Def: Let V and W be vector spaces. If there is an invertible 
linear transformation T: V -> W, then we say V and W are 
isomorphic vector spaces, and T is called an isomorphism.

Ex: V = R^2, W = P_1(R), T((a1,a2)) = a1 + a2*x is an isomorphism

Thm: Let V and W be finite dimensional vector spaces. Then they
are isomorphic if and only if dim(V) = dim(W).
  Proof: If V and W are isomorphic, let T: V -> W be an isomorphism.
    Then we know T is invertible if and only if rank(T) = dim(V) = dim(W).

    Now suppose dim(V) = dim(W) = n. Let beta = {v_1,..,v_n} and
    gamma = {w_1,...,w_n} be ordered bases for V and W, resp.
    Define T by T(v_i) = w_i for i=1,...,n. Then 
    R(T) = span(T(v_1),..,T(v_n)) = span(w_1,..,w_n) = W
    so rank(T) = n = dim(W) = dim(V), so T is an isomorphism.

Corollary: Let V be a vector space over F. Then V is isomorphic to F^n
    if and only if n = dim(V).

Thm: Let V and W have finite dimensions n and m, resp., with ordered
     bases beta and gamma, resp.
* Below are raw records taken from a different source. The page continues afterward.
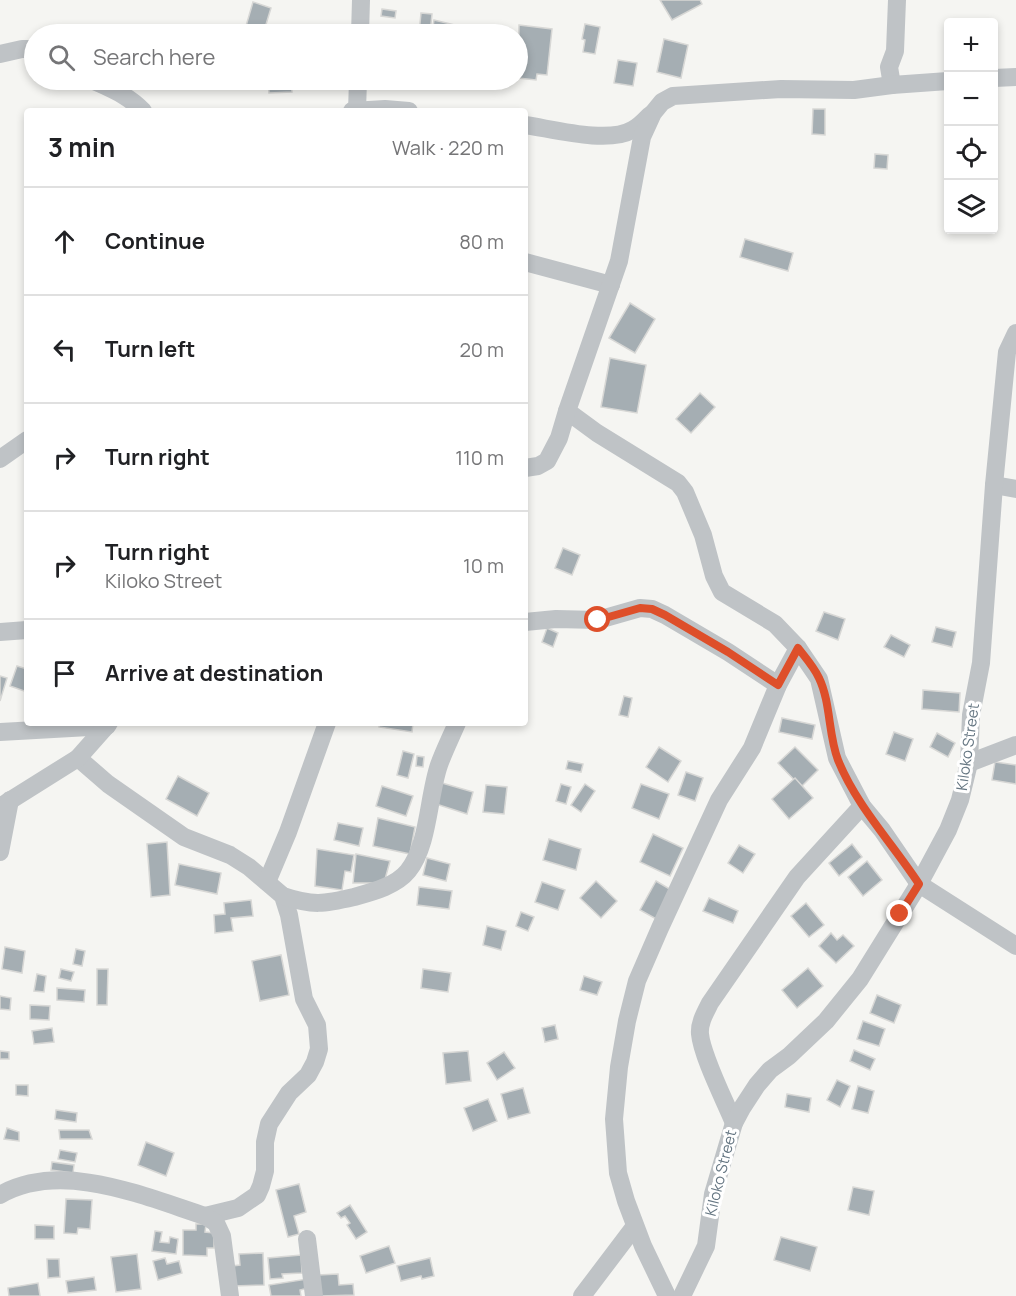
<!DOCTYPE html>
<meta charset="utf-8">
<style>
:root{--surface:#fff;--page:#f2f2f2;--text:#202124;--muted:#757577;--line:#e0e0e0}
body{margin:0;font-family:Manrope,sans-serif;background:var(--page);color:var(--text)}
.controls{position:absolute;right:18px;top:18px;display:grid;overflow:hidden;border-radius:6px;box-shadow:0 3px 9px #0003}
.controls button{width:54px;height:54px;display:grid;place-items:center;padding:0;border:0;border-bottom:2px solid var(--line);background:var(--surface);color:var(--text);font:30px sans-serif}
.stop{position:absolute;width:18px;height:18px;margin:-14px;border:4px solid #de4f2a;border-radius:50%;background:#fff}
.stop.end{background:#de4f2a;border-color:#fff;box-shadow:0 2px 6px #0008}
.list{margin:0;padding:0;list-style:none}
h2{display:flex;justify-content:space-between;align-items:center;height:78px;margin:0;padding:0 24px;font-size:26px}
h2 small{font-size:20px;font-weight:400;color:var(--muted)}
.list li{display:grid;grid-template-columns:39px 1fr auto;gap:18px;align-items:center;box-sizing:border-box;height:108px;padding:0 24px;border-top:2px solid var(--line)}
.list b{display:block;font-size:22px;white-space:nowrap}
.list p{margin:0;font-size:20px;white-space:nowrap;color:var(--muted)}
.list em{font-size:20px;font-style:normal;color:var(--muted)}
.icon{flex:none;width:33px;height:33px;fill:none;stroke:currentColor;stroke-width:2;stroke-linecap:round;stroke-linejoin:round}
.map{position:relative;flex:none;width:1016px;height:1296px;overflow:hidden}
.search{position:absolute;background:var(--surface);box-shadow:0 3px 9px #0003;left:24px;top:24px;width:504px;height:66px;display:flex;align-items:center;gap:15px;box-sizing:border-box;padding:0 21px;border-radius:33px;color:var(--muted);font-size:22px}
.panel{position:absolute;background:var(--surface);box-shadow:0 3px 9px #0003;left:24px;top:108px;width:504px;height:618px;border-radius:6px}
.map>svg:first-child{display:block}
</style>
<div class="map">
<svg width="1016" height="1296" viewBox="0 0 1016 1296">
<rect width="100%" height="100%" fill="#f5f5f2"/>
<g fill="#a5aeb3" stroke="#d7d7d5" stroke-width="1.5">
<path d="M660 0H700L702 4 672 20Z"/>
<path d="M253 2 271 8 264 31 246 26Z"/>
<path d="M382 9 396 11 395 18 381 16Z"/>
<path d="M421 13 432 14 430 34H419Z"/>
<path d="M434 20 459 26 457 34H432Z"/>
<path d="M585 24 600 27 595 54 583 52 585 40 582 39Z"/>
<path d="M519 25 552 29 547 75 537 74 536 80 518 78Z"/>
<path d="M664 39 688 45 681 78 657 72Z"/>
<path d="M618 60 637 63 633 86 614 83Z"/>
<path d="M268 80H291L292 92 269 93Z"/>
<path d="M483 80H499L497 88 482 86Z"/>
<path d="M813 109H825V135L812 134Z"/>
<path d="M875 154 888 155 887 169 874 168Z"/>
<path d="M745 239 793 253 788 271 740 257Z"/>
<path d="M630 303 655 319 635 353 609 338Z"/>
<path d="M610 358 646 365 637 413 601 407Z"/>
<path d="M700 393 715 407 691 433 676 419Z"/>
<path d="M563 548 580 555 572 575 555 568Z"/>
<path d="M824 612 845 619 838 640 816 631Z"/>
<path d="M936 627 956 632 952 647 932 642Z"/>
<path d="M547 628 558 633 553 647 542 642Z"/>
<path d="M891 635 910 645 904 657 884 647Z"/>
<path d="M17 666 27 669V692L10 686Z"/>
<path d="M0 676 7 678 0 701Z"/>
<path d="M923 690 960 693 959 712 922 709Z"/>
<path d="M624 696 632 698 628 717 619 715Z"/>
<path d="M782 718 815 725 812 739 779 732Z"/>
<path d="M380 723H413L412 732 379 727Z"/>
<path d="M894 732 913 739 905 761 886 754Z"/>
<path d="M937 733 955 743 948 757 930 747Z"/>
<path d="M659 747 681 761 668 782 646 767Z"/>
<path d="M795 747 818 770 801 787 778 763Z"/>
<path d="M403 751 414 754 408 778 397 775Z"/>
<path d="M417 756 424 757 423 767 416 766Z"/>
<path d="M568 761 583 764 581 772 566 769Z"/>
<path d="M995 762 1016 765V784L992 780Z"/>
<path d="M686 772 703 778 695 801 678 795Z"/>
<path d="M178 776 209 793 197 816 166 799Z"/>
<path d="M795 778 813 798 789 819 772 799Z"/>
<path d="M442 783 473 792 467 814 436 804Z"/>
<path d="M561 784 571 787 566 804 556 801Z"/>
<path d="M585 784 595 791 581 812 571 805Z"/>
<path d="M641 784 669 794 659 819 632 808Z"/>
<path d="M486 785 507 787 504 814 483 812Z"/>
<path d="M382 786 413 796 406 816 376 806Z"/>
<path d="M378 818 415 827 410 854 373 846Z"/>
<path d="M338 823 363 828 359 846 334 840Z"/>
<path d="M653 834 683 848 670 876 640 862Z"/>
<path d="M549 839 581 849 576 870 543 860Z"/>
<path d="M167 842 170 895 151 897 147 844Z"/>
<path d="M852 844 862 857 839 876 829 863Z"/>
<path d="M739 845 755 854 743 873 728 863Z"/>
<path d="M317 849 354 855 351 872 345 871 342 890 315 886Z"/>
<path d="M356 854 390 861 384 883H353Z"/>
<path d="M427 858 450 864 446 881 423 875Z"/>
<path d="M867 861 882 880 863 896 848 877Z"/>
<path d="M179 864 221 873 217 894 175 885Z"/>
<path d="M596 881 617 901 601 918 580 898Z"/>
<path d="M656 881 673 891 658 920 640 910Z"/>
<path d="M542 882 565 890 558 910 535 902Z"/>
<path d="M419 887 452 891 449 909 417 905Z"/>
<path d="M709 898 738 911 733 923 703 911Z"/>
<path d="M251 900 253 916 231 918 233 931 215 933 214 915 225 914 224 903Z"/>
<path d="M806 903 824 925 809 937 791 916Z"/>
<path d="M521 912 534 917 528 931 516 926Z"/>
<path d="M487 926 506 931 501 950 483 945Z"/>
<path d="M831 933 837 940 843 935 854 946 836 963 819 946Z"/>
<path d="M5 947 25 951 22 973 2 969Z"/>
<path d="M76 949 85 951 82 966 73 964Z"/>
<path d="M281 955 289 995 260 1001 252 961Z"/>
<path d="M808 968 823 986 797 1008 782 990Z"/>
<path d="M61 969 74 972 71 981 59 978Z"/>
<path d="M97 969H108L107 1005H97Z"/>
<path d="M423 969 451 973 448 992 421 988Z"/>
<path d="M37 974 46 976 44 992 34 991Z"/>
<path d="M584 976 602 982 597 995 580 990Z"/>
<path d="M57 988 85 990 84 1002 57 1000Z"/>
<path d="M877 995 901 1005 894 1023 870 1013Z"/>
<path d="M0 996 11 998 10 1010 0 1009Z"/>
<path d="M30 1005 50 1006 49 1020 30 1019Z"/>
<path d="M863 1021 885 1029 879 1046 857 1039Z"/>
<path d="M555 1025 558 1039 545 1042 542 1028Z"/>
<path d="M52 1028 54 1042 34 1044 32 1031Z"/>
<path d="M854 1050 875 1059 870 1070 850 1061Z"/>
<path d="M0 1051 9 1052V1059H0Z"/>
<path d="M468 1051 471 1081 446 1084 443 1053Z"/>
<path d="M504 1052 515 1068 497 1080 487 1063Z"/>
<path d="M837 1080 850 1086 840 1107 827 1100Z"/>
<path d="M16 1085H28V1096L16 1095Z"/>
<path d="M858 1086 874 1091 868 1113 852 1109Z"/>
<path d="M523 1088 530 1113 508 1119 501 1094Z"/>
<path d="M787 1094 811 1098 809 1112 785 1107Z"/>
<path d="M488 1099 497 1121 473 1131 464 1108Z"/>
<path d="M56 1110 77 1113 76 1122 55 1119Z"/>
<path d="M7 1128 19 1132V1141L4 1139Z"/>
<path d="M59 1130H89L92 1139H60Z"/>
<path d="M146 1142 174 1153 166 1176 138 1165Z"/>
<path d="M60 1150 77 1153 75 1162 58 1159Z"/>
<path d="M52 1162 74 1165 73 1173 51 1170Z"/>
<path d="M299 1184 306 1212 294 1216 299 1234 288 1237 276 1190Z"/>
<path d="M853 1187 874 1191 869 1215 848 1210Z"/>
<path d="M66 1199 92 1200 90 1229 78 1228 77 1234 64 1233Z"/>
<path d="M350 1205 367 1232 356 1239 347 1225 350 1223 345 1216 341 1218 337 1213Z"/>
<path d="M196 1224H206L205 1232 214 1233V1248H207V1256L183 1255V1230H196Z"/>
<path d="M35 1225 54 1226V1239H35Z"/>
<path d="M155 1231 162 1232 160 1242 169 1243 170 1237 178 1239 176 1254 152 1251Z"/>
<path d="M781 1237 817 1247 810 1271 774 1260Z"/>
<path d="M389 1246 395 1263 366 1273 360 1256Z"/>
<path d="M263 1253 264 1285 233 1286 232 1266 240 1265 239 1254Z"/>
<path d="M137 1254 141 1289 116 1292 111 1257Z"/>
<path d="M301 1255 302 1273 282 1274 283 1278 270 1279 268 1258Z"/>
<path d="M165 1258 167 1264 179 1261 182 1273 158 1280 153 1261Z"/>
<path d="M430 1258 434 1276 422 1279 421 1276 401 1281 397 1266Z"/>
<path d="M47 1259H59L60 1277 48 1278Z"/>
<path d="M338 1274 339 1285 353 1284 354 1295 320 1296 318 1275Z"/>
<path d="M94 1277 96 1290 68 1293 66 1281Z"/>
<path d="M307 1279 308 1288 300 1290 301 1296H271L269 1285Z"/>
<path d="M38 1283 40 1296H9L8 1288Z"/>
</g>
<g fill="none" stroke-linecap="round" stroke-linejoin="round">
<g stroke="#bfc3c6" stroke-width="18">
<path d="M360 34 361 0"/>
<path d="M0 54 22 49H34"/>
<path d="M994 78 1016 77"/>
<path d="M92 80C111 89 128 95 143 111"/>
<path d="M892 85 889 67 895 51 897 0"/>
<path d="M352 111 385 109 409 111"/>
<path d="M357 111 358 80"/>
<path d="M525 125C553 129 608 144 632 130 639 127 645 120 650 115"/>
<path d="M525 262 611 285"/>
<path d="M567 411 597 433 678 483 685 492 703 535 714 576 722 592 775 624 798 648 819 679 837 758 862 806 882 830 919 884 1016 946"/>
<path d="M0 459 27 440"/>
<path d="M525 468 538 466 547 461 559 438 567 411 619 261 642 137 653 113 662 102 673 96 781 89 854 90 892 85 948 81"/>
<path d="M994 485 1016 489"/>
<path d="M525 622 556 619 598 620 640 608 652 609 665 615 728 652 778 685"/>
<path d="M0 632 27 630"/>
<path d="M0 732 107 726"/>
<path d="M78 758 108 784 184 837 230 855 249 867 283 896 289 915 304 999 317 1025 319 1049 315 1062 308 1075 289 1093 269 1124 265 1142V1171L261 1186 257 1195 238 1208 205 1216"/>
<path d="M969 763 1016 745"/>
<path d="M0 807 78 758 109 723"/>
<path d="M0 852 10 800"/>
<path d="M267 882 288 832 327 723"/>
<path d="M283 896C313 906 324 904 354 897 372 892 396 886 408 871 429 845 428 797 439 765 444 751 451 737 457 723"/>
<path d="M734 1123C725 1101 702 1056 700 1034 699 1023 705 1013 710 1003L797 877 862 806"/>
<path d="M0 1195C61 1160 143 1196 205 1216L216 1223 222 1236 230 1296"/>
<path d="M307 1239 314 1296"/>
<path d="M582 1296 635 1226"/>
<path d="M667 1296 643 1246 626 1201 618 1173 614 1119 619 1067 627 1021 637 981 660 928 719 800 752 748 778 685 798 648"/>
<path d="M682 1296 706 1246 713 1194 734 1123 742 1108 757 1085 770 1070 789 1056 826 1021 860 979 919 884 948 830 960 800 969 763 971 715 981 663 994 485 1007 352 1016 333"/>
</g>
</g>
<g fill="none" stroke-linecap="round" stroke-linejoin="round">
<path stroke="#de4f2a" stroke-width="8" d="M598 620 640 608 652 609 665 615 728 652 778 685 798 648C805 657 814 667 819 678 831 703 828 734 838 760 856 805 892 843 919 884L900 914"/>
</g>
<g text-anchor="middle" stroke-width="6" stroke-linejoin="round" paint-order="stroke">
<g font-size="15" fill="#657682" stroke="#fff">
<text transform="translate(968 747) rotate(-82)" y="5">Kiloko Street</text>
<text transform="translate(721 1173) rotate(-76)" y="5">Kiloko Street</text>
</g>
</g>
</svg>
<div class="controls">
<button>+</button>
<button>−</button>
<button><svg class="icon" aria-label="locate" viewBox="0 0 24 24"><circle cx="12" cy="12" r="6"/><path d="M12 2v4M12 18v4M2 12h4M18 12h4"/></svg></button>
<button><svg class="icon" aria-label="layers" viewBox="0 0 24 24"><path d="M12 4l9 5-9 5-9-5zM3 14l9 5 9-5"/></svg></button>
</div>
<div class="stop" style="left:598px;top:620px"></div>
<div class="stop end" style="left:900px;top:914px"></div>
<div class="search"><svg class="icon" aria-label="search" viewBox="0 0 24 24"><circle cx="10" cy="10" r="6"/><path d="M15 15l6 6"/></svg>Search here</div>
<section class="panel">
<h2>3 min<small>Walk · 220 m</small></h2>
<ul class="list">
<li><svg class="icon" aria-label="ahead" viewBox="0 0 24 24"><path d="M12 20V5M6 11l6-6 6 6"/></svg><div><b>Continue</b></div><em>80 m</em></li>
<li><svg class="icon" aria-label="left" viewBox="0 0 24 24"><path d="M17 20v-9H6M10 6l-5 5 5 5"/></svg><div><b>Turn left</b></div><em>20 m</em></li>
<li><svg class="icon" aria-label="right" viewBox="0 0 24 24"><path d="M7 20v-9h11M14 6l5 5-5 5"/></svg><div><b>Turn right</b></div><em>110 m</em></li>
<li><svg class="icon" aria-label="right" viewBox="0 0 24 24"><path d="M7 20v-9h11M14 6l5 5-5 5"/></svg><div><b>Turn right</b><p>Kiloko Street</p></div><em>10 m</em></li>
<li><svg class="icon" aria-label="arrive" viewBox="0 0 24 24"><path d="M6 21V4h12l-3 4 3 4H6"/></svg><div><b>Arrive at destination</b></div></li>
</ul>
</section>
</div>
Then Phi: L(V,W) -> M_{m x n}(F)
     defined by Phi(T) = [T]_beta^gamma is an isomorphism
 Proof: We have proved most of this already: We know Phi is linear.
        It is one-to-one because the property of a basis implies
        that sum_i a_i*w_i = 0 if and only if all a_i = 0, so
        the only way [T]_beta^gamma can be the zero matrix is if
        T(v_i) = 0_W for all i, implying T(v) = 0 for all v.
        It is onto because given a matrix A, if we define 
          T(v_i) = sum_{j=1 to n} A_ji*w_j
        then T is linear and [T]_beta^gamma = A.